What is required - Below are records; please set down exactly the lines from the first through the one containing "Read the street".

::::::::

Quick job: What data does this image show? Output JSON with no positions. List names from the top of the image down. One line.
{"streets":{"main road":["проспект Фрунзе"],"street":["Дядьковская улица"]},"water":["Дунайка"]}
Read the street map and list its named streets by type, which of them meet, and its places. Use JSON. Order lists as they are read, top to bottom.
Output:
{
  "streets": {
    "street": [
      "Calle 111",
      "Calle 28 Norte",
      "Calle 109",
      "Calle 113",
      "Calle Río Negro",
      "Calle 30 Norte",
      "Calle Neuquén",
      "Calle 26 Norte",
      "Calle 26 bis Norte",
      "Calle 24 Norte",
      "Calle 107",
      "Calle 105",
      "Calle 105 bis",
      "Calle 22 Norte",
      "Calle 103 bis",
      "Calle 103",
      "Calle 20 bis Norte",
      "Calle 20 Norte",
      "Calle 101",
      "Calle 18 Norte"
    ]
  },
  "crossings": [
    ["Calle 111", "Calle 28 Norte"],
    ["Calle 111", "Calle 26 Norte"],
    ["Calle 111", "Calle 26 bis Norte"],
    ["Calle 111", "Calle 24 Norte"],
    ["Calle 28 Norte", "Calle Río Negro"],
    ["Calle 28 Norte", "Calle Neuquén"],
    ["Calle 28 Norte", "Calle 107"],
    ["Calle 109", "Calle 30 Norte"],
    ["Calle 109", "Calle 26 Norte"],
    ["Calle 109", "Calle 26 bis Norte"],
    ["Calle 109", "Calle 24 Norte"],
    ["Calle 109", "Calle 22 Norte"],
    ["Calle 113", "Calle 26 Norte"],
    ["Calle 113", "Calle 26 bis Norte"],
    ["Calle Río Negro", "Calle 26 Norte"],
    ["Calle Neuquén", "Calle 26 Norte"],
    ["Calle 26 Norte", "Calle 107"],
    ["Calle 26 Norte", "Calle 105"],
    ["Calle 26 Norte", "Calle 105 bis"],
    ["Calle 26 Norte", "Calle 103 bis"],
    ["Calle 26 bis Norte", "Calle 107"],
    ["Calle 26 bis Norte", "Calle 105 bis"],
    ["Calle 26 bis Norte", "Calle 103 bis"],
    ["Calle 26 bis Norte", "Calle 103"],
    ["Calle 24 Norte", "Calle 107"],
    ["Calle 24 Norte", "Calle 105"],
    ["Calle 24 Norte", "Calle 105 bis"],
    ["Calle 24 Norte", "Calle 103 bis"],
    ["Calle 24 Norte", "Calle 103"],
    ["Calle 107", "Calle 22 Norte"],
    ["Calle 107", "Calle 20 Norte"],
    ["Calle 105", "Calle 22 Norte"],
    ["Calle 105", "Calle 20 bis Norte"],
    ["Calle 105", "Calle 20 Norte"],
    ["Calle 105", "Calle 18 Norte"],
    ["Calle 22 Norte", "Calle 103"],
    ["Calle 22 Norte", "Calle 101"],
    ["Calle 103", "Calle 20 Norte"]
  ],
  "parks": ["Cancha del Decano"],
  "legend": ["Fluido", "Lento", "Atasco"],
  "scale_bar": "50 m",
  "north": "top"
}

::::::::

Output -
Quick job: What data does this image show? Output JSON with no positions. List names from the top of the image down. One line.
{"streets":{"main road":["проспект Фрунзе"],"street":["Дядьковская улица"]},"water":["Дунайка"]}
Read the street map and list its named streets by type, which of them meet, and its places. Use JSON. Order lists as they are read, top to bottom.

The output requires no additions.